Kriegsverbrechen in Syrien:Das digitale Gedächtnis des Krieges

The Syrian Archive

Bilder wie dieses aus dem zerstörten Maaret a-Numan Krankenhaus sammelt das Syrian Archive.

(Foto: Screenshot: The Syrian Archive)

Weil Reporter kaum noch Zugang haben, werden private Handyvideos aus dem Bürgerkrieg immer wichtiger. Das "Syrian Archive" sammelt sie - um später Kriegsverbrechen nachweisen zu können. Ein Besuch.

Von Friederike Oertel

Binnen Minuten schlagen mehrere Bomben im Krankenhaus ein. Danach sind Teile des Gebäudes eingestürzt, Operationssaal und Intensivstation zertrümmert, Krankenhausbetten mit Staub bedeckt, Patienten geflohen. Es ist der 2. April 2017 im Maaret a-Numan Krankenhaus, eines der größten Krankenhäuser in der syrischen Provinz Idlib.
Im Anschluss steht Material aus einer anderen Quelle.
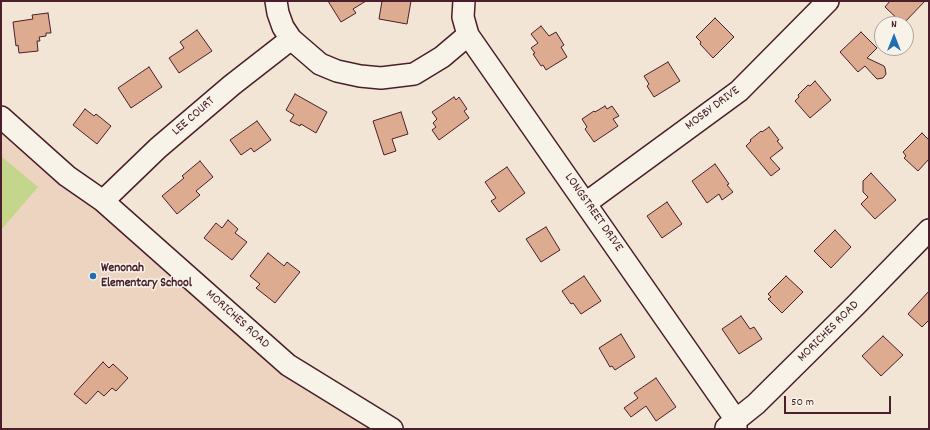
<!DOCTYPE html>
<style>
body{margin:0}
#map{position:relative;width:930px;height:430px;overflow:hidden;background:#f2e5d6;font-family:Dekko,sans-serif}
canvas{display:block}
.frame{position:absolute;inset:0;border:2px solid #4a1f2b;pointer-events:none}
.north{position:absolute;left:874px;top:16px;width:40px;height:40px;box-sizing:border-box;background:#f7f3e8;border:1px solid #b29e9c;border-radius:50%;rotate:0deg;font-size:11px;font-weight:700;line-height:16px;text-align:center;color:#4a1f2b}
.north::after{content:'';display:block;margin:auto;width:14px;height:18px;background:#1f6fb2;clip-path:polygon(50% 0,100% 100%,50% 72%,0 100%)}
.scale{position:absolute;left:784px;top:396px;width:107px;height:18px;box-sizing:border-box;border:2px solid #4a1f2b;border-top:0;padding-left:5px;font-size:12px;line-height:14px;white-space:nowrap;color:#4a1f2b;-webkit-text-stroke:3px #f7f3e8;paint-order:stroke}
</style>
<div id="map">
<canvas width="930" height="430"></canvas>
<div class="frame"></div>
<div class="north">N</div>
<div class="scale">50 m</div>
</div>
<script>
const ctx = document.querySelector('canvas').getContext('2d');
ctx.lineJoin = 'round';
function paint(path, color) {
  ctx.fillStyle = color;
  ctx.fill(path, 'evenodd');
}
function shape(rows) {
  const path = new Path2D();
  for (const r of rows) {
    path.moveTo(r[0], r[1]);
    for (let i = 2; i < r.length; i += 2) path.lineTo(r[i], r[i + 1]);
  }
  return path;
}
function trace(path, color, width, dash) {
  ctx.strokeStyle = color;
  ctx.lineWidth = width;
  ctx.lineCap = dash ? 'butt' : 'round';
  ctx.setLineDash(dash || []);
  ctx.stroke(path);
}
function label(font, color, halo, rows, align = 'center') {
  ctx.font = font + ' Dekko,sans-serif';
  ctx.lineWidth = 3;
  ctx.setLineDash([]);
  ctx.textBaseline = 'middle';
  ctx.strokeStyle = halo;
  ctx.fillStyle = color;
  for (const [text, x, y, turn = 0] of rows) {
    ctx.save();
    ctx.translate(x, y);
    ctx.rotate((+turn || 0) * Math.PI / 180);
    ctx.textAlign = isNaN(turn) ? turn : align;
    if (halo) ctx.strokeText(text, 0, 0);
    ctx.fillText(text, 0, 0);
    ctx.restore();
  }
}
paint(shape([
 [1,123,368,429,1,429]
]), '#ecd4c1');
paint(shape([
 [1,156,38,187,1,230]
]), '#c4d68b');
const building = shape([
 [328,1,366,1,353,9,356,13,341,22,328,1],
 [382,1,411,1,407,24,379,19,382,1],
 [890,1,925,1,903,24,885,7,890,1],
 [48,13,51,33,46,33,46,36,39,37,40,41,37,41,38,51,19,53,18,45,16,46,13,22,33,19,32,15,48,13],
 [715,18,734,37,713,58,700,44,701,42,696,37,715,18],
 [541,26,549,36,556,32,564,45,561,47,567,57,546,70,543,65,541,66,533,54,535,53,531,48,538,43,531,34,541,26],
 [197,30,212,51,179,73,169,58,184,48,180,42,197,30],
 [861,32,877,48,867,58,884,66,885,68,886,74,883,78,877,79,875,77,865,66,858,72,840,52,861,32],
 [668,62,680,81,654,97,647,86,649,84,644,76,668,62],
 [149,67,162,87,131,108,118,88,149,67],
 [815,81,831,100,810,118,795,101,799,97,798,95,808,85,810,86,815,81],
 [295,94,327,112,316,133,301,124,300,126,290,121,294,115,286,110,295,94],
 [454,97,456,100,459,97,467,109,464,111,469,118,439,140,432,130,436,127,433,123,437,119,432,112,454,97],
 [605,106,607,109,612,106,619,116,613,119,618,126,594,142,585,129,587,127,582,119,594,111,595,112,605,106],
 [85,109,94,116,96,114,111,126,97,144,73,125,85,109],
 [401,112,408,134,392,139,396,151,384,155,373,121,401,112],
 [257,121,271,140,254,152,251,148,241,155,230,140,257,121],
 [769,127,779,140,777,141,783,148,770,158,780,169,771,176,746,146,751,141,750,140,761,131,762,132,769,127],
 [922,133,929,140,929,159,918,171,904,158,906,156,903,152,922,133],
 [200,161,213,177,196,191,200,195,177,214,162,196,184,178,182,176,200,161],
 [715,164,729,184,727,185,733,192,722,200,719,194,707,203,692,181,715,164],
 [507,167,525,193,499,212,491,201,496,198,485,182,507,167],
 [871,173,896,200,875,219,861,204,868,197,863,192,863,181,871,173],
 [667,202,682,224,662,238,647,216,667,202],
 [228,220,238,229,235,233,247,242,232,260,204,238,216,223,222,228,228,220],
 [546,227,560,250,541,262,526,239,546,227],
 [835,230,851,247,831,268,814,251,835,230],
 [268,253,284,266,287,262,300,272,275,303,256,288,260,284,250,276,268,253],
 [584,276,601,301,581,314,573,303,571,304,562,291,584,276],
 [786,276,803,292,782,313,768,299,771,297,768,294,786,276],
 [929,291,929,320,922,327,908,314,929,291],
 [741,316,750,329,754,327,762,339,739,354,722,329,741,316],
 [621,334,635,357,615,370,612,366,610,367,599,348,621,334],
 [883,336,903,355,881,376,862,356,883,336],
 [103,362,109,368,113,364,128,378,116,391,112,388,104,396,98,391,86,404,74,394,103,362],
 [656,378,676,407,656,421,646,406,631,417,624,408,638,398,634,393,656,378]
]);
paint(building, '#ddac90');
trace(building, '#4a1f2b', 1);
const minor = shape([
 [276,1,278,13,283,27,291,39,320,64,337,71,360,76,381,78,414,74,442,57,468,35],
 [464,1,463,17,468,35,736,420,736,429],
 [1,117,67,176,103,201,288,365,392,429],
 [103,201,158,148,232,85,291,39],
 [586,203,739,91,828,1],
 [726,428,756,404,856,305,929,230]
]);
trace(minor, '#4a1f2b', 24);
trace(minor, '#f7f3e8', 21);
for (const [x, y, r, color] of [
 [93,276,4,"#1f6fb2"]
]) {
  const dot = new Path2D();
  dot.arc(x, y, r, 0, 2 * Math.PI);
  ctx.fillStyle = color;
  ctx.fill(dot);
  trace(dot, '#f7f3e8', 1.5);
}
label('13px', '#4a1f2b', '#f7f3e8', [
 ["MOSBY DRIVE",713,109,-37],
 ["LEE COURT",194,117,-41],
 ["LONGSTREET DRIVE",593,213,55],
 ["MORICHES ROAD",237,320,42],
 ["MORICHES ROAD",829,332,-45]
]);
label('bold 13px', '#4a1f2b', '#f7f3e8', [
 ["Wenonah",101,269],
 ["Elementary School",101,284]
], 'left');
</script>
Festgehalten wurde die Szene in einem wackeligen Handyvideo. Hadi Al Khatib klickt einmal und verkleinert das Video auf dem Bildschirm seines Computers. Dann scrollt er weiter zum nächsten. Etwa 100 dieser Videos sichtet er jeden Tag, sie alle dokumentieren mögliche Kriegsverbrechen in Syrien, Al Khatibs Heimatland. Videos von Bombenangriffen, zerstörten Baracken, Zeugenaussagen, Gewalttaten des IS, des Assad-Regimes und anderen Kriegsparteien. Al Khatib sammelt sie zusammen mit Schriftstücken und Fotos in der 2014 von ihm gegründeten Internetdatenbank Syrian Archive.

Neben ihm sitzt sein Kollege Jeff Deutch, fünf weitere Teammitglieder arbeiten in Schweden, Dänemark und der Türkei. Ihre Hoffnung: Das Material soll eines Tages die Aufarbeitung von Kriegsverbrechen vor einem möglichen Syrien-Tribunal unterstützen. Ob die Videos die Justiziabilität tatsächlich beeinflussen, ist offen. Bislang wird von Fall zu Fall entschieden, ob privates Videomaterial vor Gericht überhaupt berücksichtigt werden kann.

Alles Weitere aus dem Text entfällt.